В том, что дело обстоит именно так, автор убеждает нас не только своими
собственными рассуждениями и собранным им обильным фактическим материалом;
он подкрепляет их огромным количеством свидетельств многих людей с таким же
внимательным взглядом, извлекая доныне звучащие свежо и современно мысли и
утверждения из произведений, подчас написанных столетия тому назад.
Так, сообщения "Правды" шестидесятых годов двадцатого века органически
сплавляются с высказываниями легендарного Марко Поло из его "Путешествия" --
а это год одна тысяча двести девяносто восьмой, -- с памятной запиской для
московского посла в Пекине Николая Сафария, сочиненной в одна тысяча
шестьсот семьдесят пятом году, с необычайно интересными "Записками капитана
В. М. Головнина в плену у японцев в 1811, 1812 и 1813 годах"--кто из нас не
зачитывался в молодости ими? -- и с великим множеством стародавних
манускриптов, и с более близкими к нашей эпохе трудами, и с несметным
богатством свидетельств наших современников, выдержки из коих столь щедро
рассыпаны по страницам "Ветки сакуры".
Легко себе представить, какой огромный труд потребовался для того,
чтобы на свет появилась эта книга. Такой труд по силам не каждому, он
требует особого творческого склада, требует одержимости в лучшем смысле
этого слова -- подлинной увлеченности замыслом. Ну что ж, Овчинникову это по
плечу.
Поразительно жаден до жизни этот человек! Я, пожалуй, еще ни разу не
встречал столь трудолюбивого журналиста. Подумать только: за годы работы в
"Правде" он сумел, как никто другой, изучить Китай, потом Японию, а затем,
когда неисповедимые редакционные пути привели его на европейский плацдарм,
он начал с той же методичностью и упорством вгрызаться в совершенно новый --
уже третий по счету! -- каменный слой познания. Правда, главные интересы его
остались все же на Востоке.
Впервые я увидел Всеволода Овчинникова без малого два десятилетия тому
назад, когда он, будучи совсем молодым человеком, с группой стажеров,
набранных нами из выпускников московских учебных заведений, впервые вошел в
наш редакционный зал совещаний. Стажерам предстояло начинать с азов, и мы,
старшие их товарищи, в меру своих сил и возможностей помогали им делать
первые шаги в журналистике.
Молодые люди, что называется, пришлись ко двору. Сегодня почти все они
в строю правдистов; у каждого свой почерк, свой характер, свои литературные
вкусы и привязанности. Но уменье и вера в себя пришли не сразу. Были
раздумья; какой путь избрать, как и о чем писать, к берегу какой страны или
континента держать курс. А вот у Всеволода все определилось сразу: прежде
всего -- Восток!
Ему было в ту пору всего двадцать шесть лет. Но жизнь его сложилась
сурово. Он прошел трудную школу. Овчинников принадлежит к тому поколению,
которое вступало в сознательную жизнь под грохот артиллерийских залпов и
бомбовых ударов второй мировой войны. Он был школьником в Ленинграде, когда
началась эта война. Страшная блокадная зима 1941/42 года, потом эвакуация с
семьей в далекую Сибирь. Работа в сочетании со школой, учеба в армии -- вот
только повоевать не пришлось! -- и, наконец, институт, изучение трудного
китайского языка, диплом с отличием и сразу же -- "Правда".

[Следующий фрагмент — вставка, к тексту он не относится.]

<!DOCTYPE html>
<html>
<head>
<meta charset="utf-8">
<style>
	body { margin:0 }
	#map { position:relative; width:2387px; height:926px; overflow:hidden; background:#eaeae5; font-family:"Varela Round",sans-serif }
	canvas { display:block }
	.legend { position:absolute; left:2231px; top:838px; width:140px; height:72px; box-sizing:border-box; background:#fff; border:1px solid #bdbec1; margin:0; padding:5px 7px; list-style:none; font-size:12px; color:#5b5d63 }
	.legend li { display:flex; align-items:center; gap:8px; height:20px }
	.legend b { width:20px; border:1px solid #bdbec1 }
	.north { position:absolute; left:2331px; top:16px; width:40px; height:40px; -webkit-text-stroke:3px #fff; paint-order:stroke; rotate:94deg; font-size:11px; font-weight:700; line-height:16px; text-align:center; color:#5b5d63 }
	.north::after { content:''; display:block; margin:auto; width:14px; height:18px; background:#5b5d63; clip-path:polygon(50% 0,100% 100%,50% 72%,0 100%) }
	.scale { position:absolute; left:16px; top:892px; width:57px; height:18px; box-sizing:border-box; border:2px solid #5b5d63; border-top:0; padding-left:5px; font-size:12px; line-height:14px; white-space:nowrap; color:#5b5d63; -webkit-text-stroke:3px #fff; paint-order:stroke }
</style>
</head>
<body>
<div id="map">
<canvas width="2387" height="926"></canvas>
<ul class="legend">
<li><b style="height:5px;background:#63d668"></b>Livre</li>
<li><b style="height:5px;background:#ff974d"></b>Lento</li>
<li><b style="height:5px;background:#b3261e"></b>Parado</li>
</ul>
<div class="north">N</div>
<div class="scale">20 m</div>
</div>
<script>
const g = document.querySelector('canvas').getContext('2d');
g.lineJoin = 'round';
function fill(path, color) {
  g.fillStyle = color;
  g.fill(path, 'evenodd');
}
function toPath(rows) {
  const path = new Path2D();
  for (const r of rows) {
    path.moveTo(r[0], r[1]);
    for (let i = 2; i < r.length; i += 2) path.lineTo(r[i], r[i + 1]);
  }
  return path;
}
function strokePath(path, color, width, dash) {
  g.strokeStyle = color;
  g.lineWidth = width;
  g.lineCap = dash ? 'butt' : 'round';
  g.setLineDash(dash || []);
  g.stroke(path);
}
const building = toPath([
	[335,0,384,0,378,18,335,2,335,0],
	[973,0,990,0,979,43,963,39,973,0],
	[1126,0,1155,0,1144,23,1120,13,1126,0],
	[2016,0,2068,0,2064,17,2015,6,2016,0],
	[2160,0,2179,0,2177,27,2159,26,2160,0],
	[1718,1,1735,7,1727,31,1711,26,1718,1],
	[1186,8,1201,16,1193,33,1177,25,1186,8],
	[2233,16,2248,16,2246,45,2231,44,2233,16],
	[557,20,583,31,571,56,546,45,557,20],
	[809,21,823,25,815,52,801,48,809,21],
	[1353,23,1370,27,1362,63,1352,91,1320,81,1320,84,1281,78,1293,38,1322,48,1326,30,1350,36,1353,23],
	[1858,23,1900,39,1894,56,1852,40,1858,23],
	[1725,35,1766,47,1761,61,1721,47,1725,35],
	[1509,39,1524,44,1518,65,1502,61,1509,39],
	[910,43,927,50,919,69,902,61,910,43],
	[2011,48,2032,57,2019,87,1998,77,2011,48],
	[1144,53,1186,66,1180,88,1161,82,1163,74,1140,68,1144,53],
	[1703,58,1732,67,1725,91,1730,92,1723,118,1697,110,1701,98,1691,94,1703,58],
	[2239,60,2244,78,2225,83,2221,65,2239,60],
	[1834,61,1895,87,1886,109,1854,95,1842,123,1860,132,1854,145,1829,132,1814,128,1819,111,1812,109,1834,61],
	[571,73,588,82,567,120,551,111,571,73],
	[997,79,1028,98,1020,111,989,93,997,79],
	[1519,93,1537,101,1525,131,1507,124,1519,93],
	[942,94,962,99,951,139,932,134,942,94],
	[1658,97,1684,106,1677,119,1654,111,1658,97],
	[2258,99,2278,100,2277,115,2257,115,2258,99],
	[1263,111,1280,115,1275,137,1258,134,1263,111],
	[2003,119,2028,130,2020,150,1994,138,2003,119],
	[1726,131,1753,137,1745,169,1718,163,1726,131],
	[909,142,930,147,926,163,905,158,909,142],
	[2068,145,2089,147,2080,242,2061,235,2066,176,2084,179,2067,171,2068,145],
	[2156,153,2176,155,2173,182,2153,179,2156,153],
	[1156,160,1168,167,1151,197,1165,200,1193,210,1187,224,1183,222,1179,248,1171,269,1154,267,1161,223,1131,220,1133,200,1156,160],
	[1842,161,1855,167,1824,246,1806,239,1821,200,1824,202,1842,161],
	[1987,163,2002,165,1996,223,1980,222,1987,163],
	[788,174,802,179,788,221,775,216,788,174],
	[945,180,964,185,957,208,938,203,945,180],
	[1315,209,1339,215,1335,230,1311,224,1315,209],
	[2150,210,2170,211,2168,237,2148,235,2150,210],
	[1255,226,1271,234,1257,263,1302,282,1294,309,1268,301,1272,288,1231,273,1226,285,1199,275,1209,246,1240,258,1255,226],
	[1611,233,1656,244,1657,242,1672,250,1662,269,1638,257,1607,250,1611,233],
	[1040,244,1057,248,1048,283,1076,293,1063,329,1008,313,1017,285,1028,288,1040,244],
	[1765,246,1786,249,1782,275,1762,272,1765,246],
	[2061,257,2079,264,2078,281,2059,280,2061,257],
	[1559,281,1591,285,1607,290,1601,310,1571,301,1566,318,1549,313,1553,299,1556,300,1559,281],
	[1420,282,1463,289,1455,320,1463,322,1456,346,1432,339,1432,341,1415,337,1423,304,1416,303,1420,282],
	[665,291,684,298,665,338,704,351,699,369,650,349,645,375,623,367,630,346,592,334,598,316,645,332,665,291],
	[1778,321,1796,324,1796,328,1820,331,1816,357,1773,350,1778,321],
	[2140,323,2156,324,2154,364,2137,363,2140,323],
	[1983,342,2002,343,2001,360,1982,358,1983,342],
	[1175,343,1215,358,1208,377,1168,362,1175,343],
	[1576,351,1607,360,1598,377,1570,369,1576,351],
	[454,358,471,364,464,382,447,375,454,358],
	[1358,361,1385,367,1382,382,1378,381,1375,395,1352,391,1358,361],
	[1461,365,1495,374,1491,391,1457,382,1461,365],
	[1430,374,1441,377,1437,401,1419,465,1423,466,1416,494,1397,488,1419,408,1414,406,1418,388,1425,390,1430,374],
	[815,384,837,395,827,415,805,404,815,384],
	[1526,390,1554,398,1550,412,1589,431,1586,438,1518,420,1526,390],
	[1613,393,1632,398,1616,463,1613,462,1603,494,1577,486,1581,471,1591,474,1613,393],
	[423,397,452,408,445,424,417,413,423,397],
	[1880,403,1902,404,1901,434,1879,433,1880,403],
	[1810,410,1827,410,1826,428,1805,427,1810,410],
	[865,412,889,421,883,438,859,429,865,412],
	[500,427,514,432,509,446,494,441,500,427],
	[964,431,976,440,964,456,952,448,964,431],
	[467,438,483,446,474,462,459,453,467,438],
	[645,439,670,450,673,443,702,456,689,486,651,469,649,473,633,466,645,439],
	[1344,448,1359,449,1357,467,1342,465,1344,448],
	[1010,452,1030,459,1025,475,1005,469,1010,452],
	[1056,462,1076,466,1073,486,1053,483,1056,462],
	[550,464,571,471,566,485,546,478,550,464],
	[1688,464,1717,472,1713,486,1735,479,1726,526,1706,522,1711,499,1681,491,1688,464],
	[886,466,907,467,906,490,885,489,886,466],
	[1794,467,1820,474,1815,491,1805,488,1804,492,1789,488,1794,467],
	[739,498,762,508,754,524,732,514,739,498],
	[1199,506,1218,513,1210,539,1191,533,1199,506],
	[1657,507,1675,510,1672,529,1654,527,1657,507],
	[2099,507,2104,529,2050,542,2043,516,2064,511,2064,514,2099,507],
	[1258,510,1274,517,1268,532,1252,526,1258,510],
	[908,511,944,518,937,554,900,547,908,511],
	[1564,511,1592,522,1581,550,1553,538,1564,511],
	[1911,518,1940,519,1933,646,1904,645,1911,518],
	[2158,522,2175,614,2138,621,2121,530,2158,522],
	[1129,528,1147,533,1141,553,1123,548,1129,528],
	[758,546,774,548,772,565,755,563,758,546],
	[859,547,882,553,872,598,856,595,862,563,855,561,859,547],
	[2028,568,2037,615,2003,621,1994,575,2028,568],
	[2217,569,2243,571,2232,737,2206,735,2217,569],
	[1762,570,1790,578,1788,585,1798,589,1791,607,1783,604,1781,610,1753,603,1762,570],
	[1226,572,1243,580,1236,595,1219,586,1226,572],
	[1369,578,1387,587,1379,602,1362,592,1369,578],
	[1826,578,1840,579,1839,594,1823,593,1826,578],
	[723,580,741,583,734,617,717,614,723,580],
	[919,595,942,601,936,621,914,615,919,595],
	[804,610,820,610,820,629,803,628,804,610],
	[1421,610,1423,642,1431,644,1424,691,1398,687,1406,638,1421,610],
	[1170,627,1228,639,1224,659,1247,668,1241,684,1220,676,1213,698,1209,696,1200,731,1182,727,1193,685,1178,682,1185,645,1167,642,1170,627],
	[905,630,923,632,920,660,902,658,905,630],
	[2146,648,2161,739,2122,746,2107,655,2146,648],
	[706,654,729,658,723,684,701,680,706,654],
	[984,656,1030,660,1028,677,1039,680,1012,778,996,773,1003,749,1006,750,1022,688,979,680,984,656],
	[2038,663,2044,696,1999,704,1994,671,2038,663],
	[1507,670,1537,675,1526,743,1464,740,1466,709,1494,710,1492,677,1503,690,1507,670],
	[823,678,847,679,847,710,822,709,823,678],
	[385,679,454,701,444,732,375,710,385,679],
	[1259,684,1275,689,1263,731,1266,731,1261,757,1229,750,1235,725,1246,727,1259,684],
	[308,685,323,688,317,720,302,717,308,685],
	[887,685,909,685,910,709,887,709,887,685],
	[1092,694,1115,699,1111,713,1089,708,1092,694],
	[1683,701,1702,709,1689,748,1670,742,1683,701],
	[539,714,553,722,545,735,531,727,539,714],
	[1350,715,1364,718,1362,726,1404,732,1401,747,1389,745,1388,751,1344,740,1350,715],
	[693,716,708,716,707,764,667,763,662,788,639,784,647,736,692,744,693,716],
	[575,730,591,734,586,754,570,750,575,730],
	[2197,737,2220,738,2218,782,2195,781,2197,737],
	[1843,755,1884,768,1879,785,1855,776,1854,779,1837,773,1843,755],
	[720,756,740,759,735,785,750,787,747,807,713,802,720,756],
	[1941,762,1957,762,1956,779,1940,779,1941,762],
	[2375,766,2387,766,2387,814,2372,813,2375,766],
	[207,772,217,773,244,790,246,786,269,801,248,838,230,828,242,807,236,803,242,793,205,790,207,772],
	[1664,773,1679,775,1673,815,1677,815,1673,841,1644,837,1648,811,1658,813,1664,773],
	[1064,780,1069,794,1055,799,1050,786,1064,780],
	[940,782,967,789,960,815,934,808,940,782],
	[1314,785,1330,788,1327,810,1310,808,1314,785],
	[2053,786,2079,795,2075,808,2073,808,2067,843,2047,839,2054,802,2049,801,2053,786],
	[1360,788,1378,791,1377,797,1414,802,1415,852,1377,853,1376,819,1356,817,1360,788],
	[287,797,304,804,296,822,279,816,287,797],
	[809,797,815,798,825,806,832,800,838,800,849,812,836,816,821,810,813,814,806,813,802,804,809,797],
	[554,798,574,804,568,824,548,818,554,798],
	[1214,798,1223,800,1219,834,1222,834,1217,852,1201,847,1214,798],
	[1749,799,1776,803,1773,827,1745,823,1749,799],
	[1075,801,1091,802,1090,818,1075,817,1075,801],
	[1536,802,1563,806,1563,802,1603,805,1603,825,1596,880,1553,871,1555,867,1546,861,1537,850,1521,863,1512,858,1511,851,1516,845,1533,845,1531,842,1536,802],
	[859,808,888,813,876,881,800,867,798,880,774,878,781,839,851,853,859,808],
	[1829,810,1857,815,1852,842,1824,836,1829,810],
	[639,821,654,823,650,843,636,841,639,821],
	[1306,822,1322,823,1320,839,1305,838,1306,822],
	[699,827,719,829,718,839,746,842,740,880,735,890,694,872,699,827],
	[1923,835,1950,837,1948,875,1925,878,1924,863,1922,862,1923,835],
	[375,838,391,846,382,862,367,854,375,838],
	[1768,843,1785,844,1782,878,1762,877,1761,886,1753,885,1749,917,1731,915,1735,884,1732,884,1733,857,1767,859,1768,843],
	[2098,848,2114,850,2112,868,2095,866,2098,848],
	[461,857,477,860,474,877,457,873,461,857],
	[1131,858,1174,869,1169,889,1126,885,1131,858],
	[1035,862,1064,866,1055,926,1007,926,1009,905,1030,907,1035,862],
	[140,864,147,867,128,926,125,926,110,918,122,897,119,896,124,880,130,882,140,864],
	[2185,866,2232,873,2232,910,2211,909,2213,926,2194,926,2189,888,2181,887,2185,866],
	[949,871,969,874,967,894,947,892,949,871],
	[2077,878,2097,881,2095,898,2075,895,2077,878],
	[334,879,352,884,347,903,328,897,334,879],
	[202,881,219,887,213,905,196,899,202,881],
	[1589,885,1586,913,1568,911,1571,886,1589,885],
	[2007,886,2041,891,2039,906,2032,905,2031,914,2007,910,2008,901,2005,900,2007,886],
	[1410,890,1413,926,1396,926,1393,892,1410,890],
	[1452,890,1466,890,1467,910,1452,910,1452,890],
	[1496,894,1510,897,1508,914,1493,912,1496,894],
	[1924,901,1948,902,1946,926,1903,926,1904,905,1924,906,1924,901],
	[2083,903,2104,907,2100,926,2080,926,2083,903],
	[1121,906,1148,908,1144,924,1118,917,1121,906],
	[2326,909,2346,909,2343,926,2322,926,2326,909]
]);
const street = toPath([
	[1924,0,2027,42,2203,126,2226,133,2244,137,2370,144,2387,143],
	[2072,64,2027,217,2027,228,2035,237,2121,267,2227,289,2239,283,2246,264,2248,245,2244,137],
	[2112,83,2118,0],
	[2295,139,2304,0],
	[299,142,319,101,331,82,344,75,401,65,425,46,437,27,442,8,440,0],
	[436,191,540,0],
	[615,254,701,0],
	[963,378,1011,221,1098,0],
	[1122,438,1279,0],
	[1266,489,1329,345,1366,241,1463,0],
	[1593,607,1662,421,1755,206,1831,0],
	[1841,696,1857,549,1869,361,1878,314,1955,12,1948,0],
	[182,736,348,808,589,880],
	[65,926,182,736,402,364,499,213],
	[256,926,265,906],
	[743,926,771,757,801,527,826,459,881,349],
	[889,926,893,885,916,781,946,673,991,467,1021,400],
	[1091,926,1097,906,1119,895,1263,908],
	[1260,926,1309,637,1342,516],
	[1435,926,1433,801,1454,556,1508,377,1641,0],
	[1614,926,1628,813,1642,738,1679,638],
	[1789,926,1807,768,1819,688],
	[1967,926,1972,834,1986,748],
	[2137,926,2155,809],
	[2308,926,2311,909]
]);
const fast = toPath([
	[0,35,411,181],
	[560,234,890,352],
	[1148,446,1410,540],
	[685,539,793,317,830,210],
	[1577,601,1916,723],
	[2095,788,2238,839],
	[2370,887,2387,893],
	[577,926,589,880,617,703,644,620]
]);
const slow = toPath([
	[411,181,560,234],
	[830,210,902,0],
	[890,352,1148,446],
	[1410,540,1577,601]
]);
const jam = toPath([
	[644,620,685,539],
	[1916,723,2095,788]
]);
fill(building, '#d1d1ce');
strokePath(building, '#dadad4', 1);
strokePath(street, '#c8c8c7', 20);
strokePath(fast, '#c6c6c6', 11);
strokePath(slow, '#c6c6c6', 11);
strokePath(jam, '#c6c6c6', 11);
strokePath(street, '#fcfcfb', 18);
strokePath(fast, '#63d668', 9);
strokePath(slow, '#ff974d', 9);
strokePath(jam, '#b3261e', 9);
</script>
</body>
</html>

Как уже было сказано, главное направление в творчестве этого будущего
журналиста-международника определилось сразу. Что же касается манеры письма,
которую он избрал, то вот она: сплав публицистики и художественной прозы,
органическое соединение точности мысли и образности языка.
Овчинникова послали в Китай. Там он почувствовал себя как рыба в воде.
Сразу ушел на большую глубину. Копил драгоценный груз наблюдений, испещряя
десятки записных книжек своим аккуратным почерком. Я с удовольствием
вспоминаю, как он водил меня в 1956 и 1957 годах по улицам Пекина и
рассказывал десятки интереснейших историй, каких не прочтешь в книгах.
А потом была Япония. Вы представляете себе, как это было трудно: из
одного сложнейшего азиатского мира перейти в другой, не менее сложный. Я,
честно говоря, даже опасался тогда: удастся ли Всеволоду этот искус; по
собственному опыту знаю, каким трудным бывает такое переключение после того,
как ты свыкся со своей первой зарубежной страной. Но вот прилетаю в Токио и
вижу, что Овчинников снова на коне. Мы бродим с ним по Гиндзе, летим в
Осаку, он водит меня по Хиросиме, и я убеждаюсь, что и Япония стала для него
открытой книгой. Теперь он возмужал, набрался опыта. Его работы и с точки
зрения литературной формы приобрели большую значительность.
Главы из "Ветки сакуры" были опубликованы в журнале "Новый мир". Тогда
вся читающая Москва -- без преувеличений -- увлеклась ею. Десятки людей
расспрашивали меня: "Кто этот автор?", "Наверное, он всю жизнь прожил в
Японии?", "Как ему удалось так глубоко изучить духовный склад японского
народа?" И мне доставляет большое удовольствие рассказывать, что автор
"Ветки сакуры", не какой-нибудь специалист-этнограф, и вовсе не книжный
червь, и даже не токийский старожил, а просто-напросто толковый советский
журналист, человек с внимательным взглядом и великий труженик, умеющий
собирать камушек за камушком, чтобы потом творить из них свою великолепную
мозаику.
Хочу добавить, к сведению любителей овчинниковского литературного
почерка, что в "Детгизе" совсем недавно вышла еще одна -- небольшая по
объему, но какая емкая по содержанию! -- работа Овчинникова "Тени на мосту
Айои" -- о Хиросиме. В ней они найдут еще одно свидетельство того, как важно
для журналиста это мастерство собирать камушек за камушком. Казалось бы, о
Хиросиме уже написано и рассказано столько, что невозможно добавить к этому
что-то новое. Но вот вы раскрываете эту тоненькую книжечку в черной обложке,
начинаете читать, и вас сразу же, словно магнитом, притягивают десятки
поразительных, совершенно новых для вас деталей, из которых складывается это
лаконичное и в то же время очень глубокое повествование. Ни грана патетики,
ни капли литературного глицерина. Только детали. Только факты.
...У Овчинникова уже засеребрились виски -- на газетной работе время
летит стрелой. Он уже стал ветераном "Правды", Но перо его остается молодым,
оно стало даже острее, чем было раньше. И я уверен, что он еще много раз
порадует читателей своими отличными выступлениями.